• Record extracts:
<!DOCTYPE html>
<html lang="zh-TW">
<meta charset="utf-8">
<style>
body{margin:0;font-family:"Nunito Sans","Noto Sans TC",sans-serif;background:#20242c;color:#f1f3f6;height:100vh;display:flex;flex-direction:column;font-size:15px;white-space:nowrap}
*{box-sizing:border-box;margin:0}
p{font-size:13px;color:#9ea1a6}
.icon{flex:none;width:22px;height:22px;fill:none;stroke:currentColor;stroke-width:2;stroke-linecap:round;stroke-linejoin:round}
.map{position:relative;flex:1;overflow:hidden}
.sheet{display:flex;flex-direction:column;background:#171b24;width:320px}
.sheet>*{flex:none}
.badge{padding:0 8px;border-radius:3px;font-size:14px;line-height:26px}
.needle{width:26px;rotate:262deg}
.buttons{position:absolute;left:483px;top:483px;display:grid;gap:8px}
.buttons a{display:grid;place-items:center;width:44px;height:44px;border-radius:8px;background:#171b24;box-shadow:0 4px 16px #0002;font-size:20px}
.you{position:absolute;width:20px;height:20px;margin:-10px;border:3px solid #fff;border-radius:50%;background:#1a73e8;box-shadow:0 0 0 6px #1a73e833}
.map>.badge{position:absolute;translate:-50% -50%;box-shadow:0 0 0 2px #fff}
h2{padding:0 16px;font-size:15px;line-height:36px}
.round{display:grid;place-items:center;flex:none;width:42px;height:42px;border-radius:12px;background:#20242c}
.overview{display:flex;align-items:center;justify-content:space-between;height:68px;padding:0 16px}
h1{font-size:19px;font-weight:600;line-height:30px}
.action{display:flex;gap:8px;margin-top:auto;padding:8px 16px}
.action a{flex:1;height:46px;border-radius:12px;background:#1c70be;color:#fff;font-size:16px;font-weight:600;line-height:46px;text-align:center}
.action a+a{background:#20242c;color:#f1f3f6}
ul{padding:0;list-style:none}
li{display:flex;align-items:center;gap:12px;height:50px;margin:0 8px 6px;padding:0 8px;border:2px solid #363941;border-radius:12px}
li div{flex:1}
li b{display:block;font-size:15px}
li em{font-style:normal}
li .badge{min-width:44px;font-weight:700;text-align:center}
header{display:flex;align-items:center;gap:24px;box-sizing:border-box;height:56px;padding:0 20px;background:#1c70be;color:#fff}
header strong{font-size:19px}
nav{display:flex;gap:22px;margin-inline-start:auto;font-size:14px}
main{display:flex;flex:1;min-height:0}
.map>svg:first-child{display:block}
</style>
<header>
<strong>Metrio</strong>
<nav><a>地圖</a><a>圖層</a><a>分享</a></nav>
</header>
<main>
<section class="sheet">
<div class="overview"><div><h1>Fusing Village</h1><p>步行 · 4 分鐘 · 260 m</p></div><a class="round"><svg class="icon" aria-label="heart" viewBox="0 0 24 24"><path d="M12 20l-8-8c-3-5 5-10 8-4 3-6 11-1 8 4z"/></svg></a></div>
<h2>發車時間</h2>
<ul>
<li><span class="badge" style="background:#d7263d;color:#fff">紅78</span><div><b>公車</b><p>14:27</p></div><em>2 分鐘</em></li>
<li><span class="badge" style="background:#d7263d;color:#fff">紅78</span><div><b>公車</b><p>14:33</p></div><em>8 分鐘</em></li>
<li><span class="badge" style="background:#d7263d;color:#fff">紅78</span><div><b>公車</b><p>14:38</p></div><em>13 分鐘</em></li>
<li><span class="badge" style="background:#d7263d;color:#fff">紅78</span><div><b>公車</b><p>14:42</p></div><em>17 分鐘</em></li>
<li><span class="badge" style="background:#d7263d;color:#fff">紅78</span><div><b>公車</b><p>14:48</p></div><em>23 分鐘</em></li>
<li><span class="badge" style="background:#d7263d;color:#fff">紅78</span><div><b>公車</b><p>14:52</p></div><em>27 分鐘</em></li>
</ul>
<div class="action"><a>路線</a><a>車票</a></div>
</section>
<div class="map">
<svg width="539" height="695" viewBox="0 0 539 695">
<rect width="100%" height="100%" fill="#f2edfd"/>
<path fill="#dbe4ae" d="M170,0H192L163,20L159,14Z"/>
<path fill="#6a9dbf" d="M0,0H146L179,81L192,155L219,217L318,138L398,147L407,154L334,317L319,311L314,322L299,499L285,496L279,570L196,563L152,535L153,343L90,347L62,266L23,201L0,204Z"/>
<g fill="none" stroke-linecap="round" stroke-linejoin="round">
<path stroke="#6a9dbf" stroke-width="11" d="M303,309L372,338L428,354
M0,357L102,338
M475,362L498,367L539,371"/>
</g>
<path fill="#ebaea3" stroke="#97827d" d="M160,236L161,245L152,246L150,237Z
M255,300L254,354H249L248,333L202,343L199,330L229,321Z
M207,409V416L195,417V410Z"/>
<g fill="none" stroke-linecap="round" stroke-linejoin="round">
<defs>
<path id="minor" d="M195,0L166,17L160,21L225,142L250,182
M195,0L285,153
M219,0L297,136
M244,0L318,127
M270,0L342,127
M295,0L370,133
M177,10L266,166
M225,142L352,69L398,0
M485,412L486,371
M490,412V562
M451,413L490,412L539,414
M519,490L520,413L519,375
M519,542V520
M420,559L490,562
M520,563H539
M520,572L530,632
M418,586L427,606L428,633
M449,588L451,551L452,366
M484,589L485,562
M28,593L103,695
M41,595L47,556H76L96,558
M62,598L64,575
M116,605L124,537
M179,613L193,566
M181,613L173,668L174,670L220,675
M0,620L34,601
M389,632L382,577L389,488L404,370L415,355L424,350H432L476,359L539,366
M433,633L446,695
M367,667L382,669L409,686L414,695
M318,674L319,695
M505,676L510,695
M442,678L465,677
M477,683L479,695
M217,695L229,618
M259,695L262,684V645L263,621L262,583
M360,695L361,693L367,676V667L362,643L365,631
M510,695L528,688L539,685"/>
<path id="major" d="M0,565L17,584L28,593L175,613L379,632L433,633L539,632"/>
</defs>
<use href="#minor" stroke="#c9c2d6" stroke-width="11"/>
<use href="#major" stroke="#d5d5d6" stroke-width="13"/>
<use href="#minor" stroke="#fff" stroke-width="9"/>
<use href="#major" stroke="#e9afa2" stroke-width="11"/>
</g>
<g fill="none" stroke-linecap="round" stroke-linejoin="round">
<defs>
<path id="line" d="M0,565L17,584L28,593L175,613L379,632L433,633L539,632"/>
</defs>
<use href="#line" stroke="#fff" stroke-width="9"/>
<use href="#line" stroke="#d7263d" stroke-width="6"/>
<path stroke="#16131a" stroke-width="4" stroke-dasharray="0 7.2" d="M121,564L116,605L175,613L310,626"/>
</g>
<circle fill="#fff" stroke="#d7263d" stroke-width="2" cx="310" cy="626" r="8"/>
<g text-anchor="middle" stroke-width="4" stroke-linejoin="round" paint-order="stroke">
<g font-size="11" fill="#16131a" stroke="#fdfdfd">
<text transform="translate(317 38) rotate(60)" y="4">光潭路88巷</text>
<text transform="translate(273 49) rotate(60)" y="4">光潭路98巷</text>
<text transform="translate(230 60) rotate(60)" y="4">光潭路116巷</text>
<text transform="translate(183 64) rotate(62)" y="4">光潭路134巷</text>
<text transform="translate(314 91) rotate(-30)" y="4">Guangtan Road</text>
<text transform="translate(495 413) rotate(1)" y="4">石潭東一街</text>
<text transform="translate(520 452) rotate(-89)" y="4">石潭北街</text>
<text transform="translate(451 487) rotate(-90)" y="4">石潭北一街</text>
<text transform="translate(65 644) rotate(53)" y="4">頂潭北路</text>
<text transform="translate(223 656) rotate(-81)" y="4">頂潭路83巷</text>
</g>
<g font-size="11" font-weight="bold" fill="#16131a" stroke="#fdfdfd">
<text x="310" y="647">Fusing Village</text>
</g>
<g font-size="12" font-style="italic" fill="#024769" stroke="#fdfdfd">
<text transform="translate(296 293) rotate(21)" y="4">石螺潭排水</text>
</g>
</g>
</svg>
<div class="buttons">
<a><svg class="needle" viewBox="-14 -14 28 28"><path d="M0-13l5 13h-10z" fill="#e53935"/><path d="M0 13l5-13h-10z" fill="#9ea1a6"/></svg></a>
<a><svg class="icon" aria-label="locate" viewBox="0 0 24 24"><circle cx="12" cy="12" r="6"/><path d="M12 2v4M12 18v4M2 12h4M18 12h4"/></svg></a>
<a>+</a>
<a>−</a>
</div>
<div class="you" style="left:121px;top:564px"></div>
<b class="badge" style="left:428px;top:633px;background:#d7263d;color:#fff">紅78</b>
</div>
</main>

• Work task: Begin with the line that has "M177,10L266,166" in the listing above and end after the line that has "M0,620L34,601"; output those lines exactly.

• Completed exercise:
M177,10L266,166
M225,142L352,69L398,0
M485,412L486,371
M490,412V562
M451,413L490,412L539,414
M519,490L520,413L519,375
M519,542V520
M420,559L490,562
M520,563H539
M520,572L530,632
M418,586L427,606L428,633
M449,588L451,551L452,366
M484,589L485,562
M28,593L103,695
M41,595L47,556H76L96,558
M62,598L64,575
M116,605L124,537
M179,613L193,566
M181,613L173,668L174,670L220,675
M0,620L34,601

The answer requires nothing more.